Oggi nei corridoi non ci sono gli allievi: c’è la polizia scientifica che fa i rilievi, ci sono i dipendenti della Multiservizi arrivati a transennare il corridoio dell’area destra del primo piano, e i collaboratori scolastici che aspettano per ripulire i residui di tutta la polvere antincendio che copre, come una cortina, pavimento, banchi e sedie. Al secondo piano, i lavandini usati per le lezioni di acconciatura all’Eris sono stati tappati con la carta e lasciati aperti per allagare tutto. L’acqua è arrivata fino al piano di sotto e le macchie di umidità si vedono sul soffitto dei corridoi. Tutta quell’ala della scuola è stata dichiarata interdetta al passaggio: il rischio è che crolli qualche calcinaccio finché l’acqua che si è infiltrata non si asciuga. «Se è inagibile per gli studenti è inagibile anche per chi deve venire a pulire…», suggeriscono gli ausiliari al dirigente scolastico. «Sì, forse sì», riflette lui. Gli allievi, comunque, saranno spostati in altre classi. Lo spazio, almeno quello, c’è. 

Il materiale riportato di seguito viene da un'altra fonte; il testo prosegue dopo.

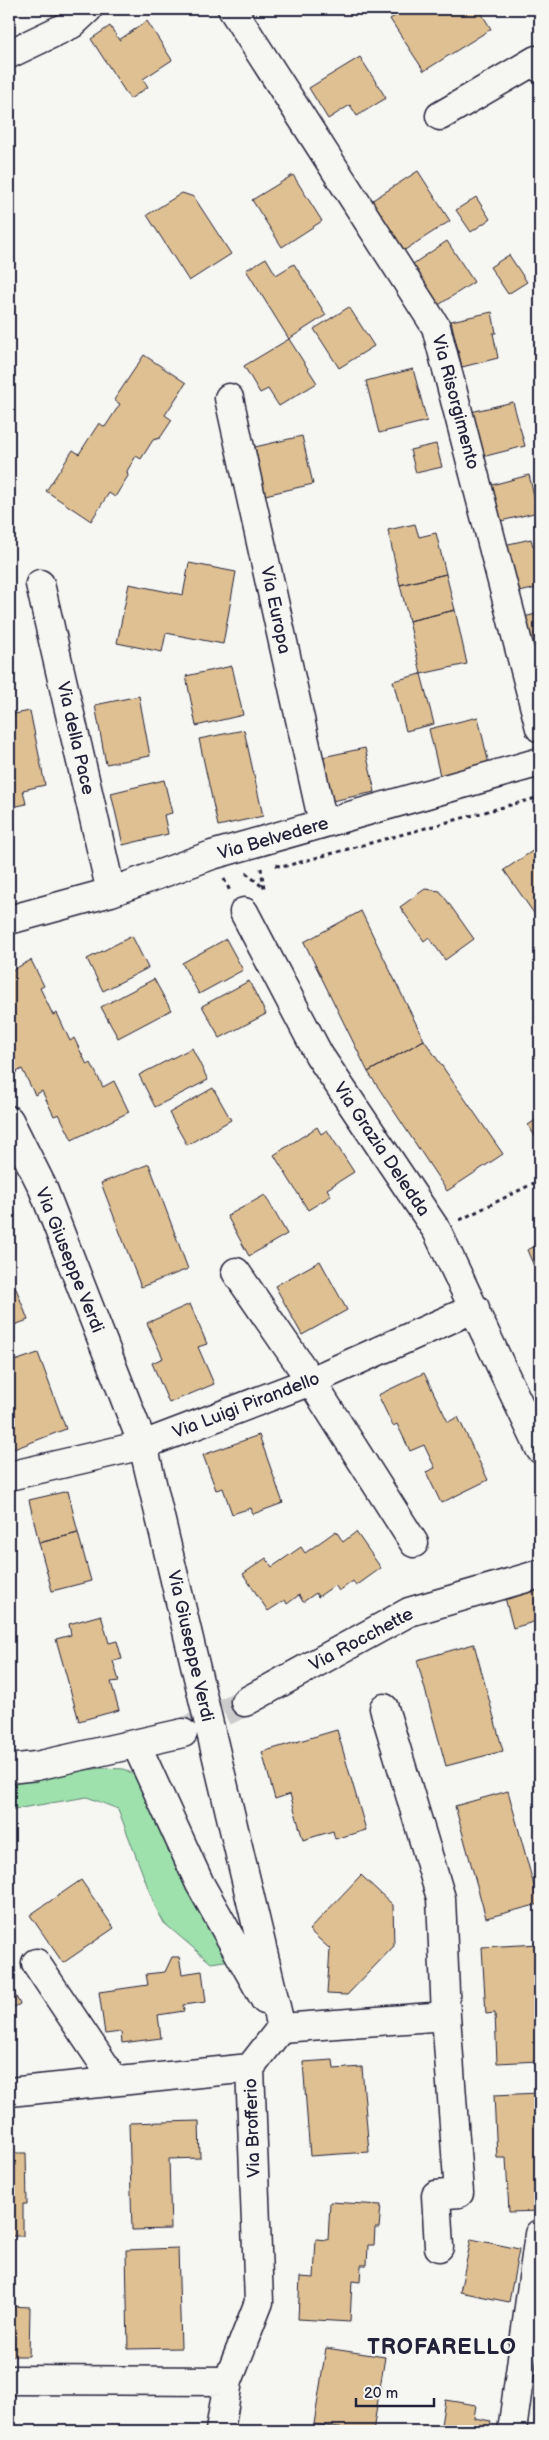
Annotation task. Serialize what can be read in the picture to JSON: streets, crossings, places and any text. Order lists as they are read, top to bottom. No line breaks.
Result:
{"streets":{"street":["Via Risorgimento","Via Europa","Via della Pace","Via Belvedere","Via Grazia Deledda","Via Giuseppe Verdi","Via Luigi Pirandello","Via Rocchette","Via Brofferio"]},"crossings":[["Via Europa","Via Belvedere"],["Via della Pace","Via Belvedere"],["Via Grazia Deledda","Via Luigi Pirandello"],["Via Giuseppe Verdi","Via Luigi Pirandello"],["Via Giuseppe Verdi","Via Brofferio"]],"districts":["TROFARELLO"],"scale_bar":"20 m"}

«Guardi qua – dice – Hanno usato la sega, lo vede?». Lo strumento è abbandonato sopra a una mensola, in un’aula del secondo piano. Sul davanzale di una finestra ci sono degli occhiali protettivi di plastica. «Li hanno rubati da un armadietto per fare danno meglio», continua. «E questo? Lo vede questo?». Indica i buchi che sono stati fatti in una lavagna, un paio di porte sfondate, i bagni dei bambini maschi completamente riempiti d’acqua. «Questo è un altro regalo», sorride, ma alza il tono della voce. Che è arrabbiato lo vedono tutti. Su un corridoio c’è un altro disegno osceno, che copre tutta la parete per un paio di metri. Il terzo è disegnato all’ingresso del pianterreno. «È un insulto allo Stato – continua – Questo è quello che vogliono: che lo Stato se ne vada dai quartieri. Via le scuole, via le istituzioni, qua non deve rimanere niente».

Chi sia stato non è dato sapere. Da quando lui è dirigente scolastico della Livio Tempesta almeno un paio di volte all’anno si trova a fare la conta dei danni dovuti ad atti di vandalismo. Alla fine di luglio 2016 era toccato alla sede di via Gramignani. «Ma a maggio c’era stato un altro episodio sempre qui in via Plaja – continua Maugeri – Non siamo mai riusciti a individuare nessuno di questi malviventi. Mai. Soldi per mettere le telecamere di sorveglianza non ce ne sono, l’assessora Valentina Scialfa può fare qualcosa fino a un certo punto, poi alza anche lei le braccia. Sì, si può pulire, ma la sicurezza è il vero problema». Che, senza interventi adeguati, resta un’utopia. E anche lui, ormai, sospira: «Si può andare avanti così? Si può pensare di fare scuola lasciando i ragazzi a casa perché ti hanno rovinato tutto e non si può entrare? Che messaggio è?». Il contesto è difficile. È lo stesso in cui lui, il 29 novembre 2016, è stato aggredito da una mamma per una questione di regole da rispettare. «Ho lasciato perdere – sospira lui – Era già una situazione complicata».